| Task brief |
Restate all the lines below word for word, but omit the pictures.

| Extracted entries |

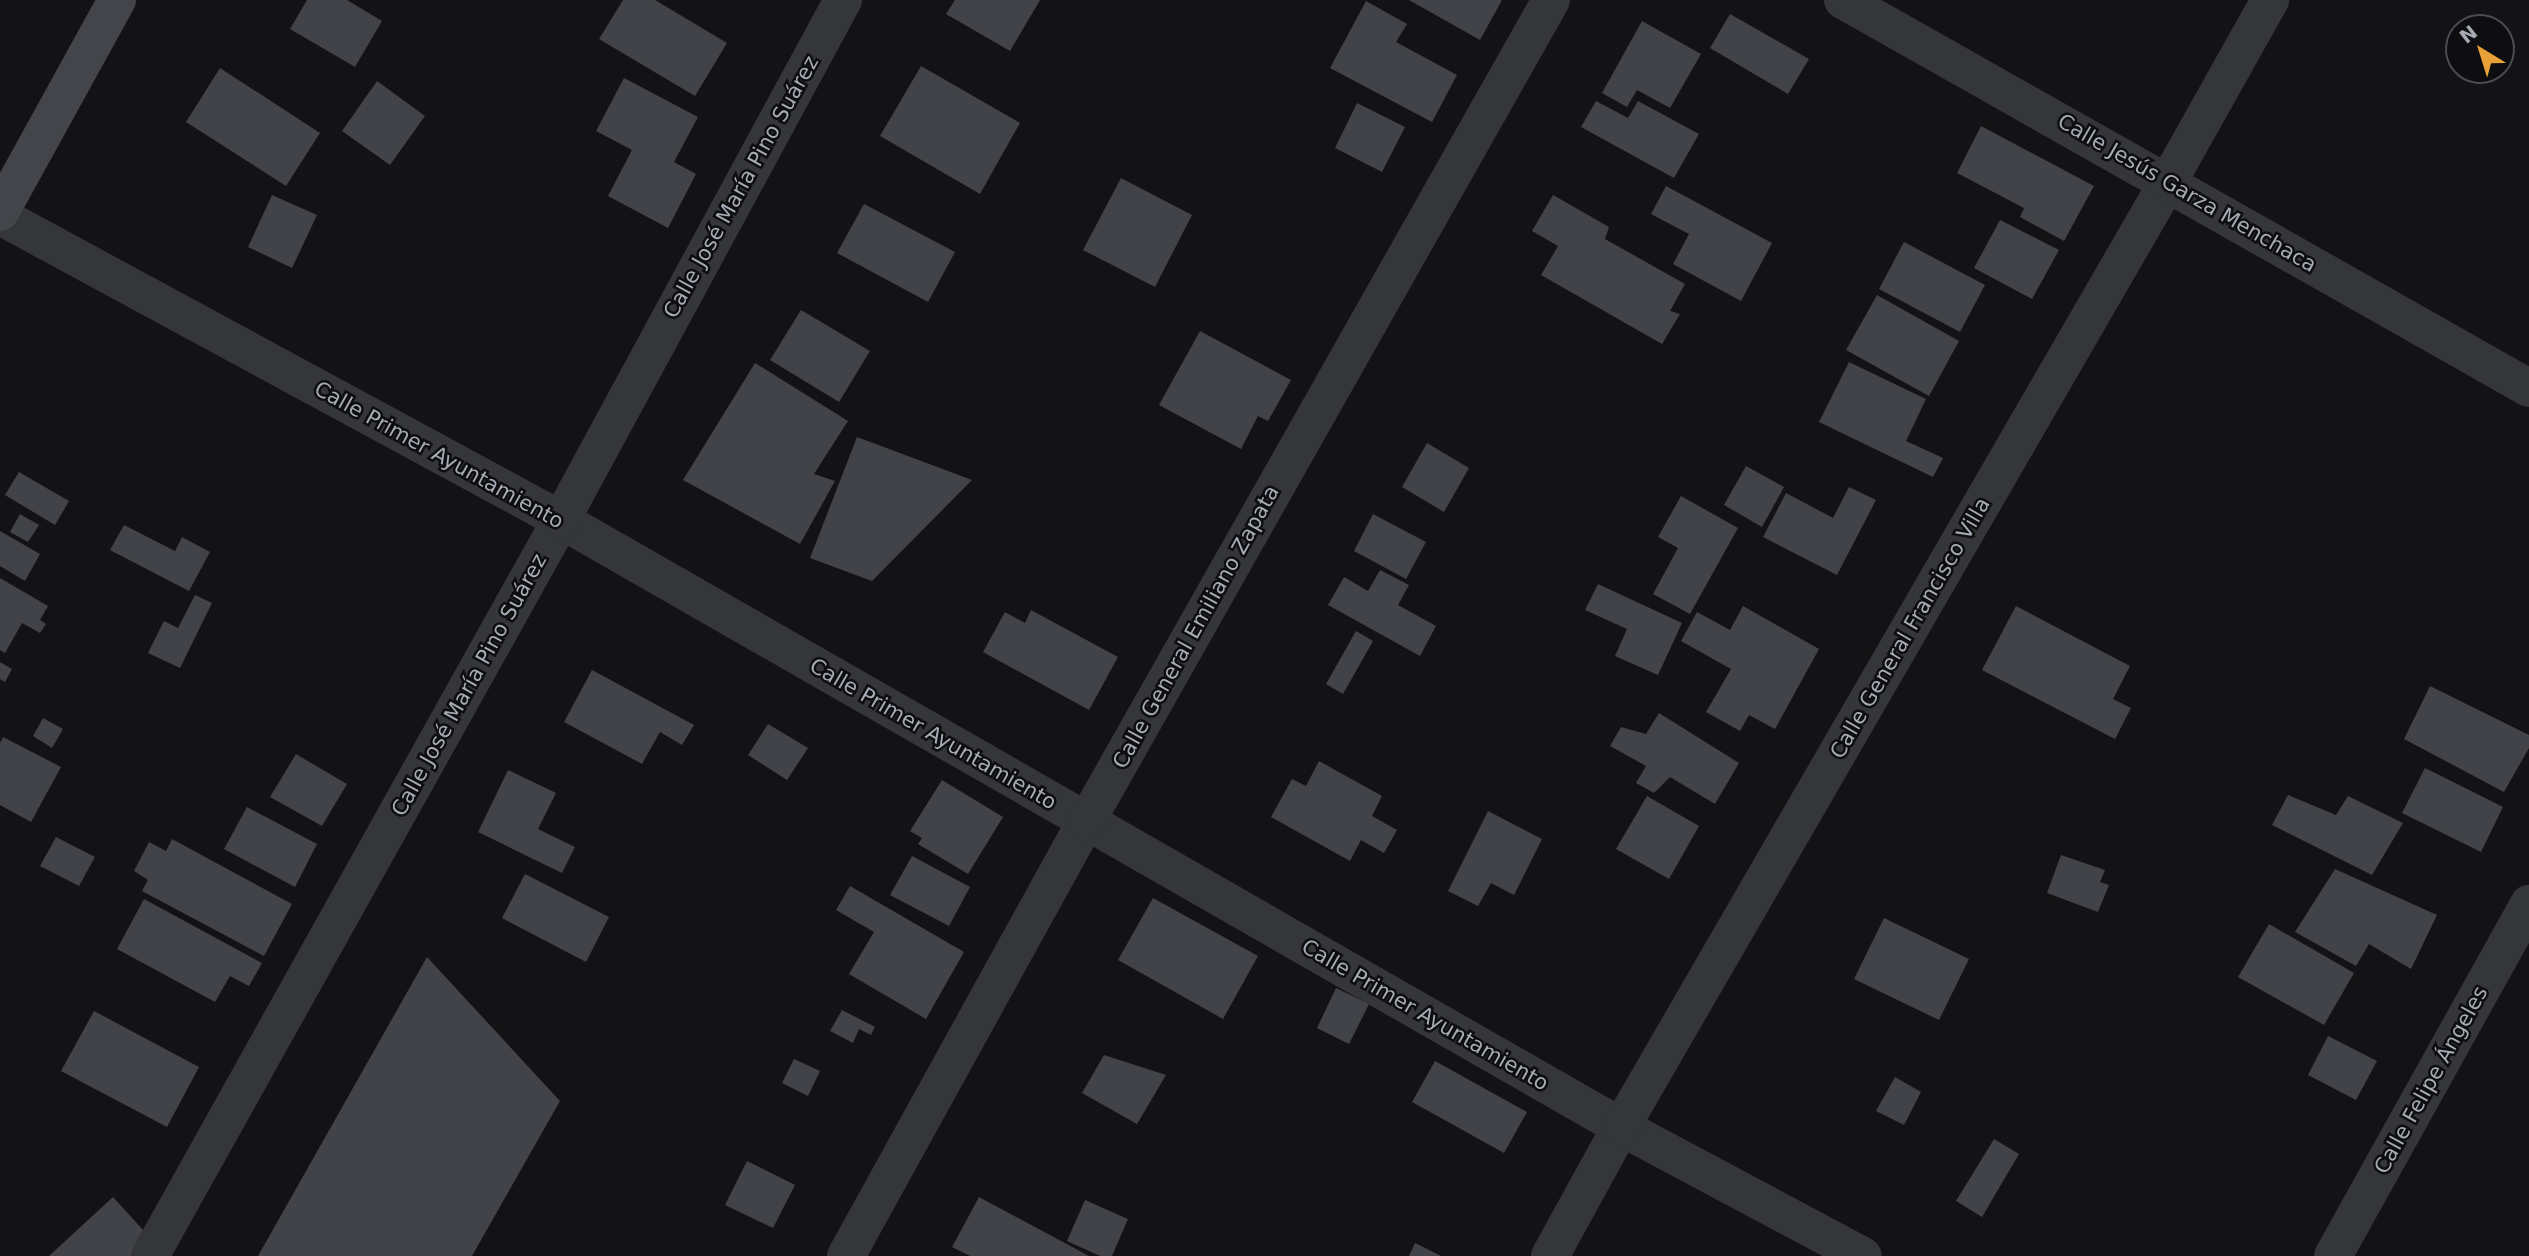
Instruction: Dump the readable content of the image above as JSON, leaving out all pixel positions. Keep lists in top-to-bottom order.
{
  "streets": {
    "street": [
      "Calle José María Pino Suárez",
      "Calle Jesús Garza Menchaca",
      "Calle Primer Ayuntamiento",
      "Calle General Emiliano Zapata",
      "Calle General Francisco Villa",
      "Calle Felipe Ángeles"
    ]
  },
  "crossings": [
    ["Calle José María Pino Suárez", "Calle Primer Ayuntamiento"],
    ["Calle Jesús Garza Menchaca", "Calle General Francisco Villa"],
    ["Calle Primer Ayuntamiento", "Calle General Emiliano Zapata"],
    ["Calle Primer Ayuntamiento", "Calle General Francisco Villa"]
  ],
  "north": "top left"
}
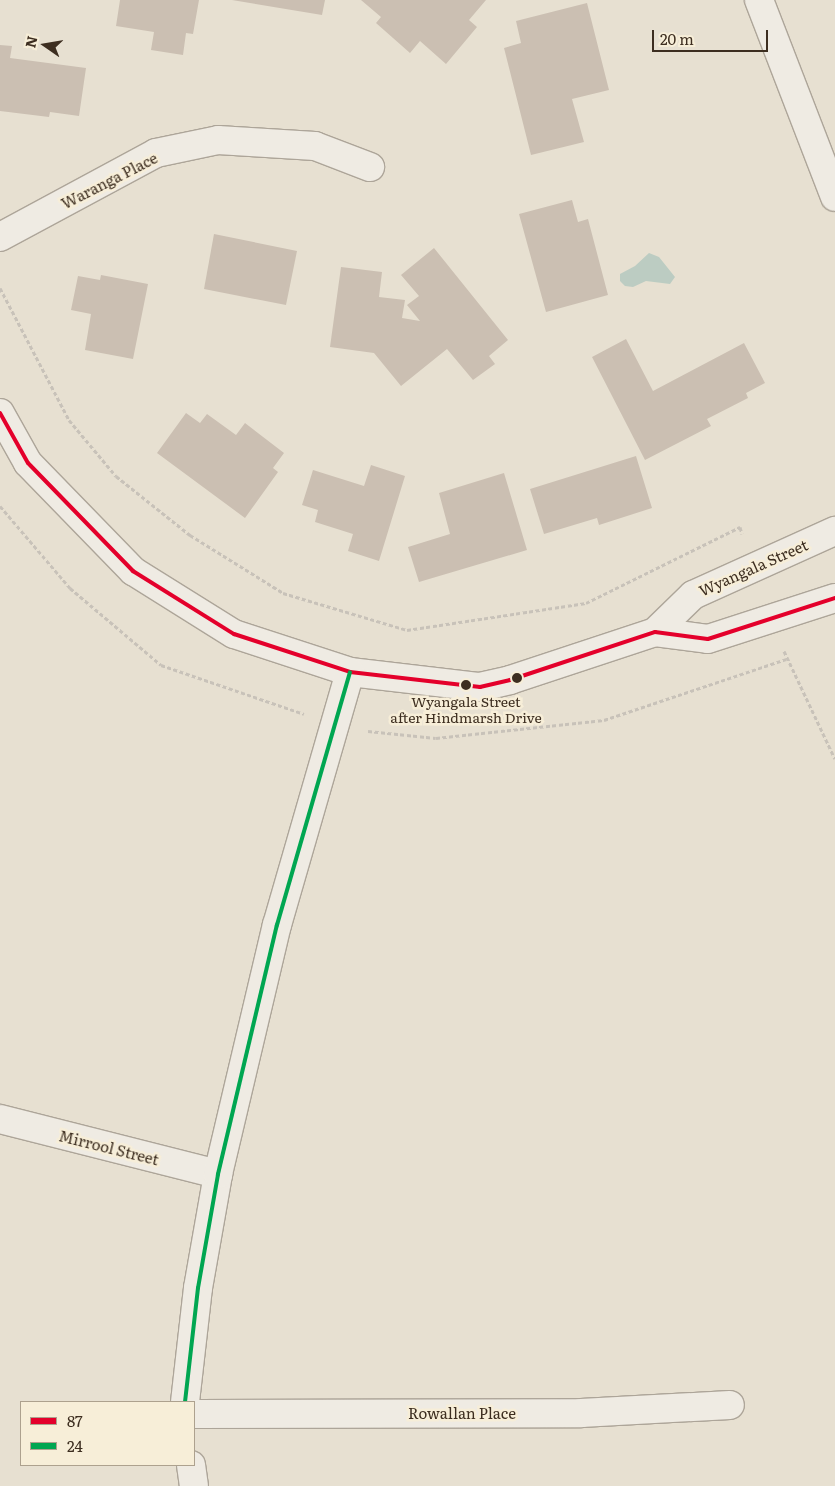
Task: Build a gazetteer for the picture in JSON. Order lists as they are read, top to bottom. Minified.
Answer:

| Finished task |
Instruction: Dump the readable content of the image above as JSON, leaving out all pixel positions. Keep lists in top-to-bottom order.
{
  "streets": {
    "street": [
      "Calle José María Pino Suárez",
      "Calle Jesús Garza Menchaca",
      "Calle Primer Ayuntamiento",
      "Calle General Emiliano Zapata",
      "Calle General Francisco Villa",
      "Calle Felipe Ángeles"
    ]
  },
  "crossings": [
    ["Calle José María Pino Suárez", "Calle Primer Ayuntamiento"],
    ["Calle Jesús Garza Menchaca", "Calle General Francisco Villa"],
    ["Calle Primer Ayuntamiento", "Calle General Emiliano Zapata"],
    ["Calle Primer Ayuntamiento", "Calle General Francisco Villa"]
  ],
  "north": "top left"
}
Task: Build a gazetteer for the picture in JSON. Order lists as they are read, top to bottom. Minified.
Answer:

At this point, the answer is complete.